Regulatory Status and Research Access
The follistatin-344 safety profile is inseparable from its regulatory classification. As of 2026, follistatin-344 is not approved by the FDA for any clinical indication. It remains classified as an investigational new drug (IND), meaning its use in humans is restricted to clinical trials conducted under an active IND application or to compounded formulations prepared by licensed 503B outsourcing facilities under a valid prescription for research purposes. The distinction matters: approved drugs undergo rigorous post-market surveillance through adverse event reporting systems (FDA MedWatch, VAERS), generating real-world safety data that investigational compounds lack. Follistatin-344 has no such infrastructure.
Researchers seeking to use follistatin-344 must operate within one of two frameworks. The first is a formal clinical trial registered with ClinicalTrials.gov and conducted under an IND approved by the FDA. This pathway requires submission of preclinical toxicology data, a detailed protocol specifying inclusion/exclusion criteria, adverse event monitoring plans, and stopping rules. The second pathway is investigator-initiated research using a compounded formulation obtained from a licensed 503B pharmacy. This route is legally permissible under the Federal Food, Drug, and Cosmetic Act Section 503B, which allows outsourcing facilities to compound investigational drugs for office-based use by licensed healthcare providers. However, 503B compounding does not require FDA pre-approval of the specific research protocol, meaning oversight relies on institutional review boards (IRBs) and individual practitioner judgment. Neither pathway permits recreational use, personal experimentation, or administration by unlicensed individuals.
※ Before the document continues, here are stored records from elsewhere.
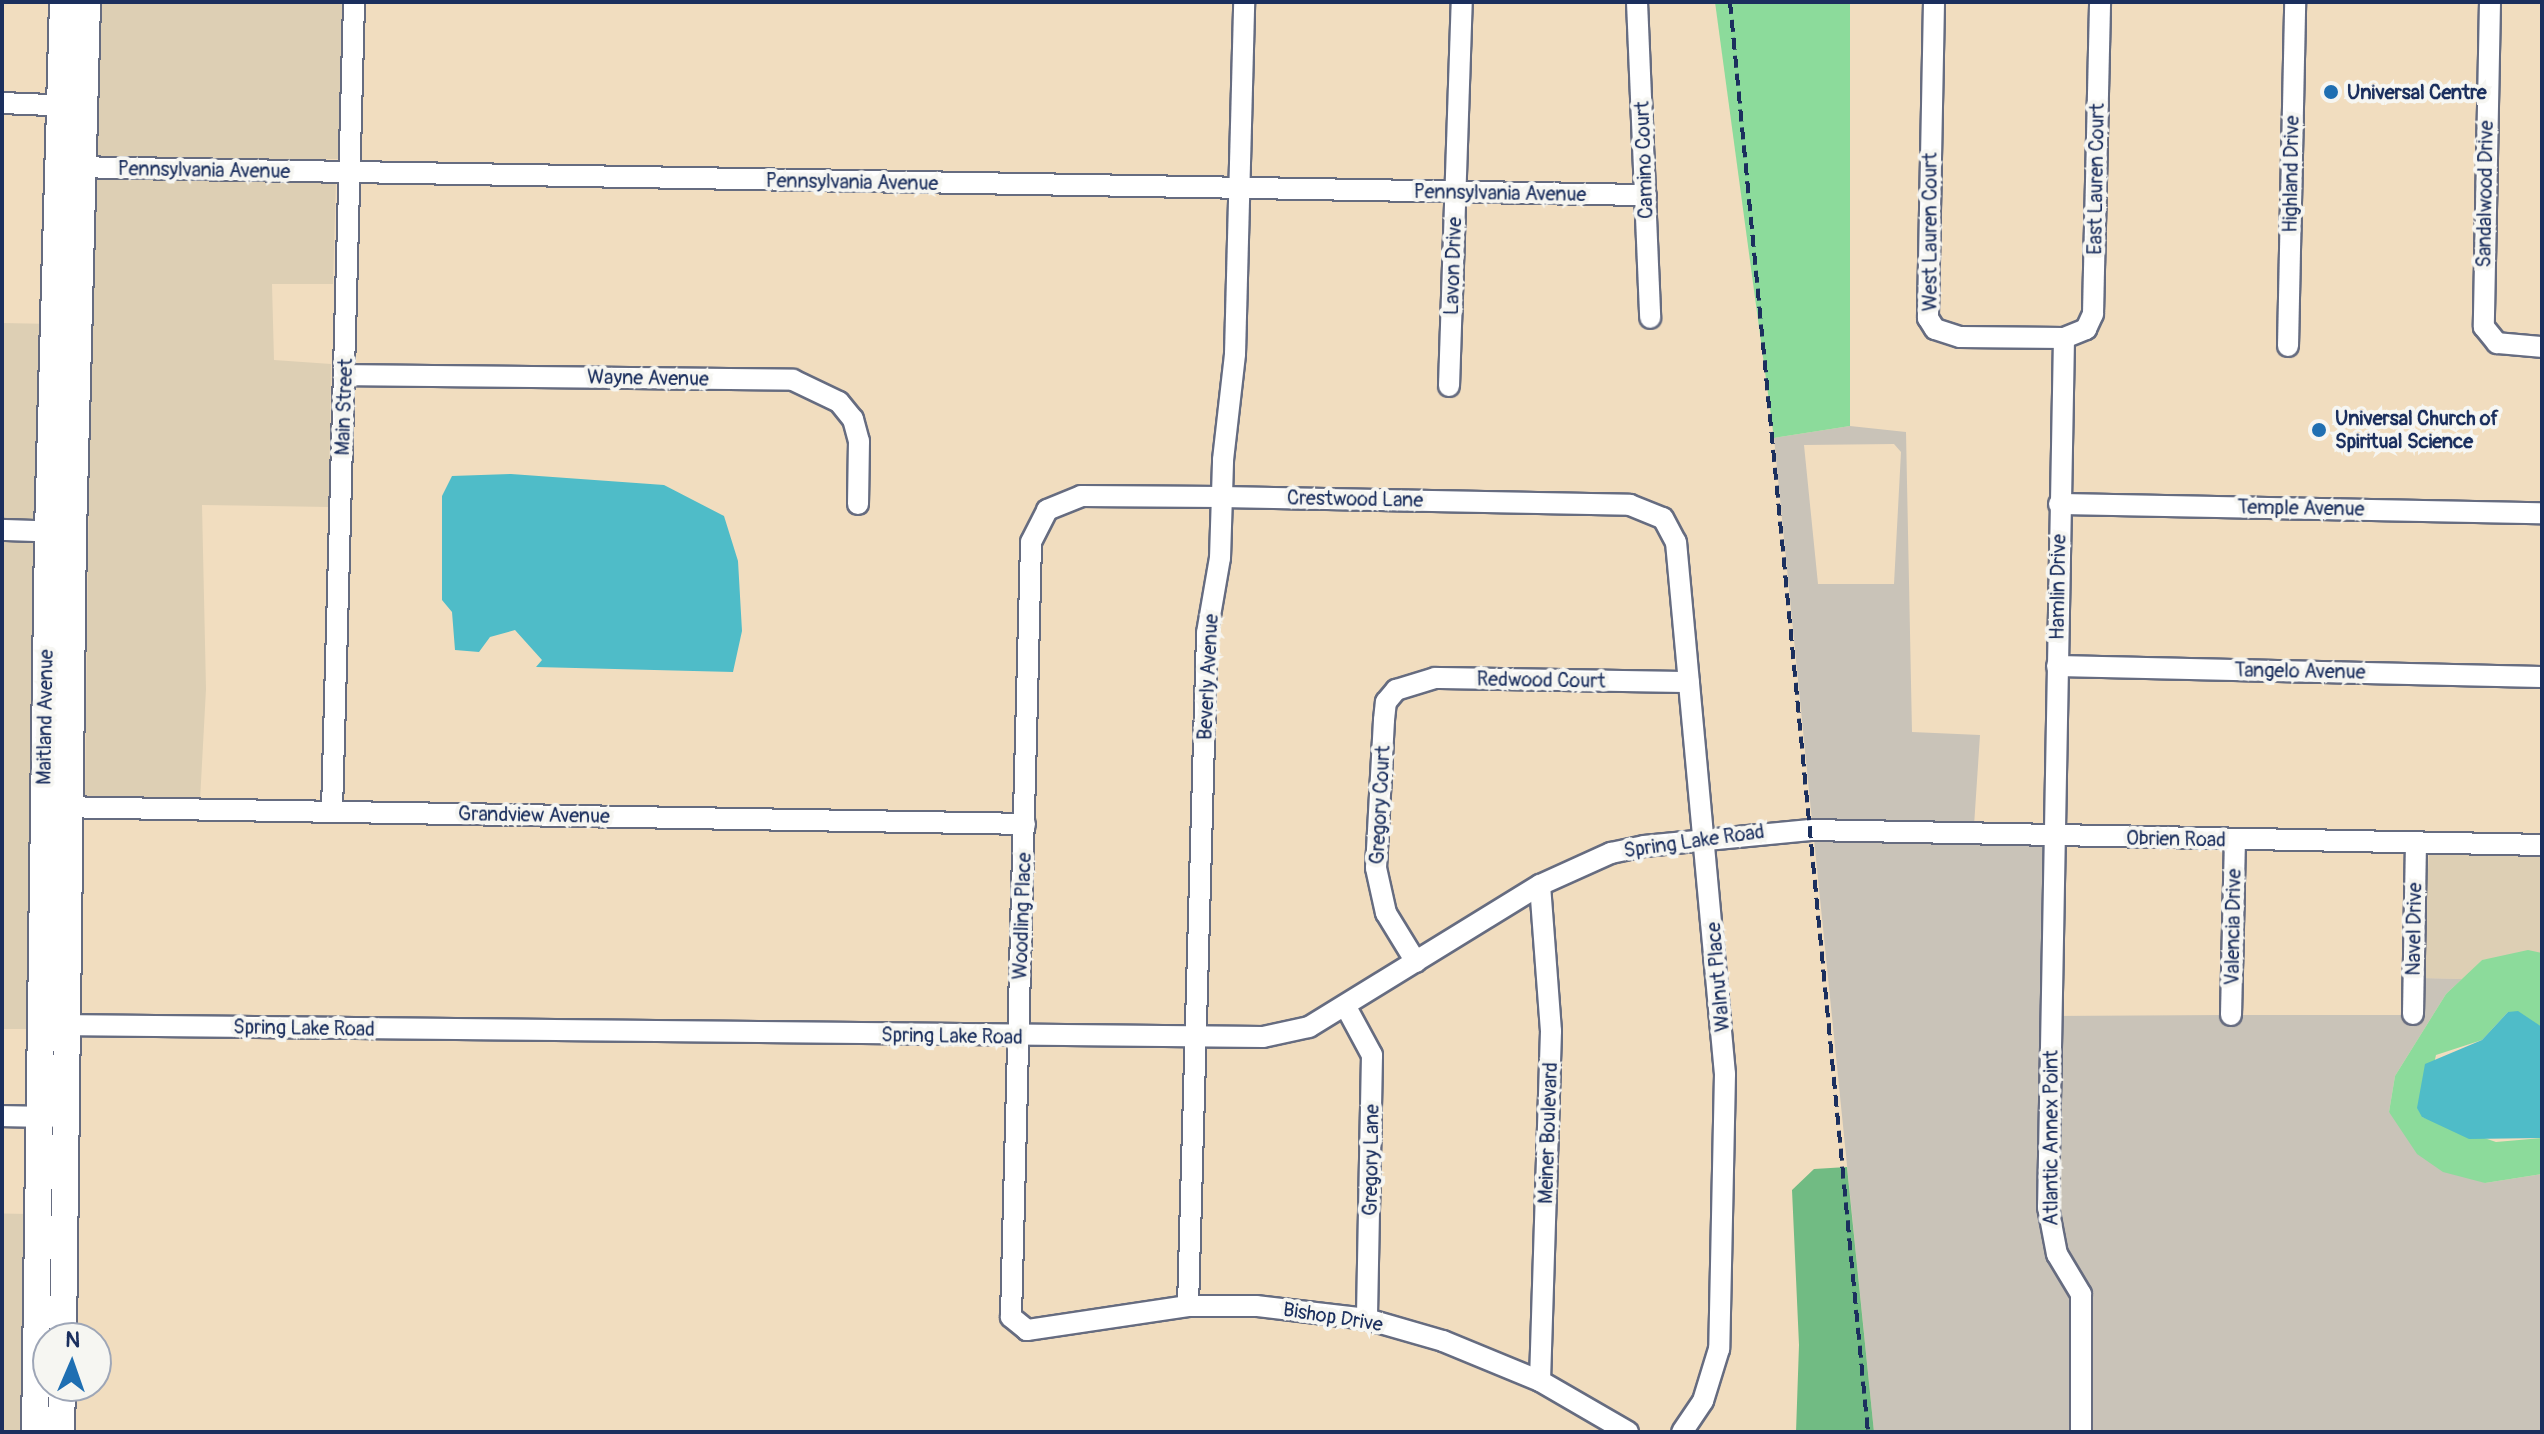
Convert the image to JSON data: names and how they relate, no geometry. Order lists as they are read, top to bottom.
{
  "streets": {
    "main road": ["Maitland Avenue"],
    "street": [
      "Camino Court",
      "Pennsylvania Avenue",
      "Highland Drive",
      "East Lauren Court",
      "Sandalwood Drive",
      "West Lauren Court",
      "Lavon Drive",
      "Wayne Avenue",
      "Main Street",
      "Crestwood Lane",
      "Temple Avenue",
      "Hamlin Drive",
      "Tangelo Avenue",
      "Beverly Avenue",
      "Redwood Court",
      "Gregory Court",
      "Grandview Avenue",
      "Obrien Road",
      "Spring Lake Road",
      "Woodling Place",
      "Valencia Drive",
      "Navel Drive",
      "Walnut Place",
      "Meiner Boulevard",
      "Atlantic Annex Point",
      "Gregory Lane",
      "Bishop Drive"
    ]
  },
  "crossings": [
    ["Camino Court", "Pennsylvania Avenue"],
    ["Pennsylvania Avenue", "Lavon Drive"],
    ["Pennsylvania Avenue", "Main Street"],
    ["Pennsylvania Avenue", "Beverly Avenue"],
    ["Pennsylvania Avenue", "Maitland Avenue"],
    ["East Lauren Court", "West Lauren Court"],
    ["East Lauren Court", "Hamlin Drive"],
    ["West Lauren Court", "Hamlin Drive"],
    ["Wayne Avenue", "Main Street"],
    ["Main Street", "Grandview Avenue"],
    ["Crestwood Lane", "Beverly Avenue"],
    ["Crestwood Lane", "Woodling Place"],
    ["Crestwood Lane", "Walnut Place"],
    ["Temple Avenue", "Hamlin Drive"],
    ["Hamlin Drive", "Tangelo Avenue"],
    ["Hamlin Drive", "Obrien Road"],
    ["Hamlin Drive", "Atlantic Annex Point"],
    ["Beverly Avenue", "Spring Lake Road"],
    ["Beverly Avenue", "Bishop Drive"],
    ["Redwood Court", "Gregory Court"],
    ["Redwood Court", "Walnut Place"],
    ["Maitland Avenue", "Grandview Avenue"],
    ["Maitland Avenue", "Spring Lake Road"],
    ["Gregory Court", "Spring Lake Road"],
    ["Grandview Avenue", "Woodling Place"],
    ["Obrien Road", "Spring Lake Road"],
    ["Obrien Road", "Valencia Drive"],
    ["Obrien Road", "Navel Drive"],
    ["Obrien Road", "Atlantic Annex Point"],
    ["Spring Lake Road", "Woodling Place"],
    ["Spring Lake Road", "Walnut Place"],
    ["Spring Lake Road", "Meiner Boulevard"],
    ["Spring Lake Road", "Gregory Lane"],
    ["Woodling Place", "Bishop Drive"],
    ["Meiner Boulevard", "Bishop Drive"],
    ["Gregory Lane", "Bishop Drive"]
  ],
  "places": ["Universal Centre", "Universal Church of Spiritual Science"],
  "north": "top"
}
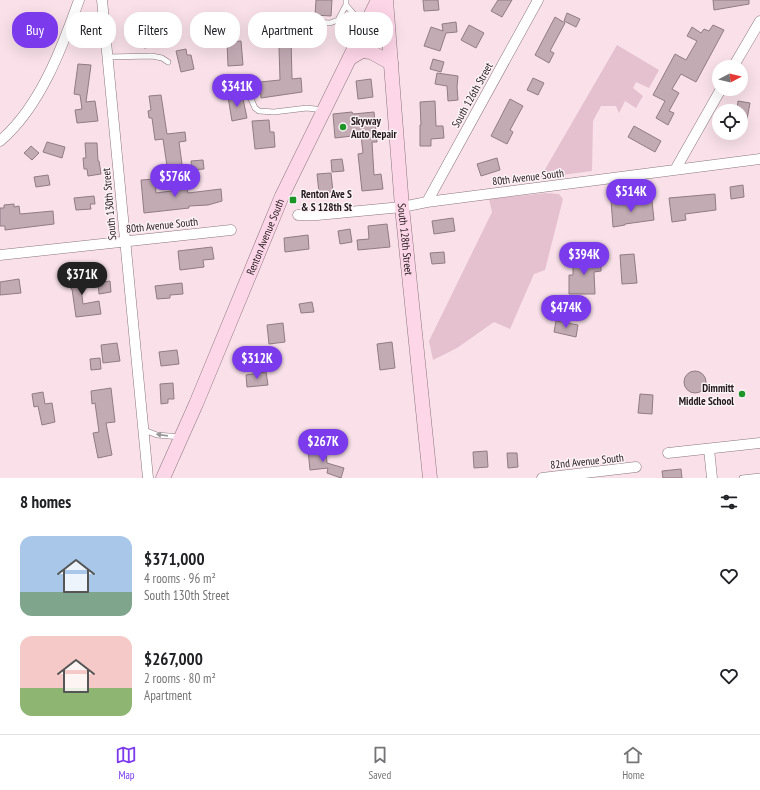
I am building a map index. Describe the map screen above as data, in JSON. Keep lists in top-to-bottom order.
{
  "streets": {
    "main road": ["Renton Avenue South", "South 128th Street"],
    "street": [
      "South 126th Street",
      "80th Avenue South",
      "South 130th Street",
      "82nd Avenue South"
    ]
  },
  "crossings": [
    ["South 126th Street", "80th Avenue South"],
    ["80th Avenue South", "South 130th Street"],
    ["80th Avenue South", "South 128th Street"]
  ],
  "places": {
    "other": ["Skyway Auto Repair", "Dimmitt Middle School"],
    "transit": ["Renton Ave S & S 128th St"]
  },
  "north": "right",
  "page": {
    "chip": [
      "Buy",
      "Rent",
      "Filters",
      "New",
      "Apartment",
      "House"
    ],
    "price": [
      "$341K",
      "$576K",
      "$514K",
      "$394K",
      "$371K",
      "$474K",
      "$312K",
      "$267K"
    ],
    "heading": "8 homes",
    "list": [
      {
        "name": "$371,000",
        "note": "4 rooms · 96 m² · South 130th Street"
      },
      {
        "name": "$267,000",
        "note": "2 rooms · 80 m² · Apartment"
      }
    ],
    "tabs": ["Map", "Saved", "Home"]
  }
}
Real Peptides supplies research-grade follistatin-344 synthesized via solid-phase peptide synthesis with documented amino acid sequencing and purity verified by HPLC (high-performance liquid chromatography). Every batch includes a certificate of analysis confirming >98% purity and <1% endotoxin content, meeting the standards required for in vitro and in vivo research applications. Our products are manufactured in facilities compliant with Good Manufacturing Practice (GMP) standards for research-grade reagents, and we provide full chain-of-custody documentation for institutional procurement. Access is restricted to verified research institutions, licensed healthcare providers operating under IRB-approved protocols, and 503B compounding pharmacies preparing formulations for investigational use. We do not supply individuals for personal use, and our terms of service explicitly prohibit resale or diversion outside authorized research contexts. If your institution is evaluating follistatin-344 for a muscle-wasting or metabolic research protocol, our team can provide technical consultation on peptide reconstitution, storage stability, and dosing considerations based on published pharmacokinetic data. Explore our full peptide collection to see how research-grade synthesis and rigorous quality control extend across every compound we produce.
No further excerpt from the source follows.